[Stored data]
*** Block opens ***
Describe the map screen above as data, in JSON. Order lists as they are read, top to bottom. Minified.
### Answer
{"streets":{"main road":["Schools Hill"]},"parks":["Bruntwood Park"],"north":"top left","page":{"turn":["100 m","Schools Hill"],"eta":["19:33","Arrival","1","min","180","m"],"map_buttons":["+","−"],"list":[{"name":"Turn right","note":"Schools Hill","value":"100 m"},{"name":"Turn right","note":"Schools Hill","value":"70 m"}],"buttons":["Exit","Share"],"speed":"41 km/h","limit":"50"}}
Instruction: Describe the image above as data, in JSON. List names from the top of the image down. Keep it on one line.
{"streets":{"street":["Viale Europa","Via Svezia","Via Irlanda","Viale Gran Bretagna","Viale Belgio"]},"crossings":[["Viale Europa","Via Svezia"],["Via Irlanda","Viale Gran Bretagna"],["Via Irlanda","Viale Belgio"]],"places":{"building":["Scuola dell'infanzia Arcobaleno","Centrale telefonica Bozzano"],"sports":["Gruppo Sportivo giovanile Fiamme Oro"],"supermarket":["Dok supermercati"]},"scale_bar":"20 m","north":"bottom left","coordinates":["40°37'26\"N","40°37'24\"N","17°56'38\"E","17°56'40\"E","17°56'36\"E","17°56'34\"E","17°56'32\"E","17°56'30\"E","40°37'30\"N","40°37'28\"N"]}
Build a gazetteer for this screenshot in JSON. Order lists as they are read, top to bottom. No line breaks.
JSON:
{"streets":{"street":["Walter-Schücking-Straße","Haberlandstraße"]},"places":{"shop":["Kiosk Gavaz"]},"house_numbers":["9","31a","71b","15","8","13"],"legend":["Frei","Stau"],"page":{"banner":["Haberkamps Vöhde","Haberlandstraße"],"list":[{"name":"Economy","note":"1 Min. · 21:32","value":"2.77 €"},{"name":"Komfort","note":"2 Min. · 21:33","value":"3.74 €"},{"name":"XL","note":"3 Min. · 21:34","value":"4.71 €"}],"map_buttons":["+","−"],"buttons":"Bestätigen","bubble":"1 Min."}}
*** Block closes ***
### Work to complete
Retype the data exactly.

### Response for this exercise
Describe the map screen above as data, in JSON. Order lists as they are read, top to bottom. Minified.
### Answer
{"streets":{"main road":["Schools Hill"]},"parks":["Bruntwood Park"],"north":"top left","page":{"turn":["100 m","Schools Hill"],"eta":["19:33","Arrival","1","min","180","m"],"map_buttons":["+","−"],"list":[{"name":"Turn right","note":"Schools Hill","value":"100 m"},{"name":"Turn right","note":"Schools Hill","value":"70 m"}],"buttons":["Exit","Share"],"speed":"41 km/h","limit":"50"}}
Instruction: Describe the image above as data, in JSON. List names from the top of the image down. Keep it on one line.
{"streets":{"street":["Viale Europa","Via Svezia","Via Irlanda","Viale Gran Bretagna","Viale Belgio"]},"crossings":[["Viale Europa","Via Svezia"],["Via Irlanda","Viale Gran Bretagna"],["Via Irlanda","Viale Belgio"]],"places":{"building":["Scuola dell'infanzia Arcobaleno","Centrale telefonica Bozzano"],"sports":["Gruppo Sportivo giovanile Fiamme Oro"],"supermarket":["Dok supermercati"]},"scale_bar":"20 m","north":"bottom left","coordinates":["40°37'26\"N","40°37'24\"N","17°56'38\"E","17°56'40\"E","17°56'36\"E","17°56'34\"E","17°56'32\"E","17°56'30\"E","40°37'30\"N","40°37'28\"N"]}
Build a gazetteer for this screenshot in JSON. Order lists as they are read, top to bottom. No line breaks.
JSON:
{"streets":{"street":["Walter-Schücking-Straße","Haberlandstraße"]},"places":{"shop":["Kiosk Gavaz"]},"house_numbers":["9","31a","71b","15","8","13"],"legend":["Frei","Stau"],"page":{"banner":["Haberkamps Vöhde","Haberlandstraße"],"list":[{"name":"Economy","note":"1 Min. · 21:32","value":"2.77 €"},{"name":"Komfort","note":"2 Min. · 21:33","value":"3.74 €"},{"name":"XL","note":"3 Min. · 21:34","value":"4.71 €"}],"map_buttons":["+","−"],"buttons":"Bestätigen","bubble":"1 Min."}}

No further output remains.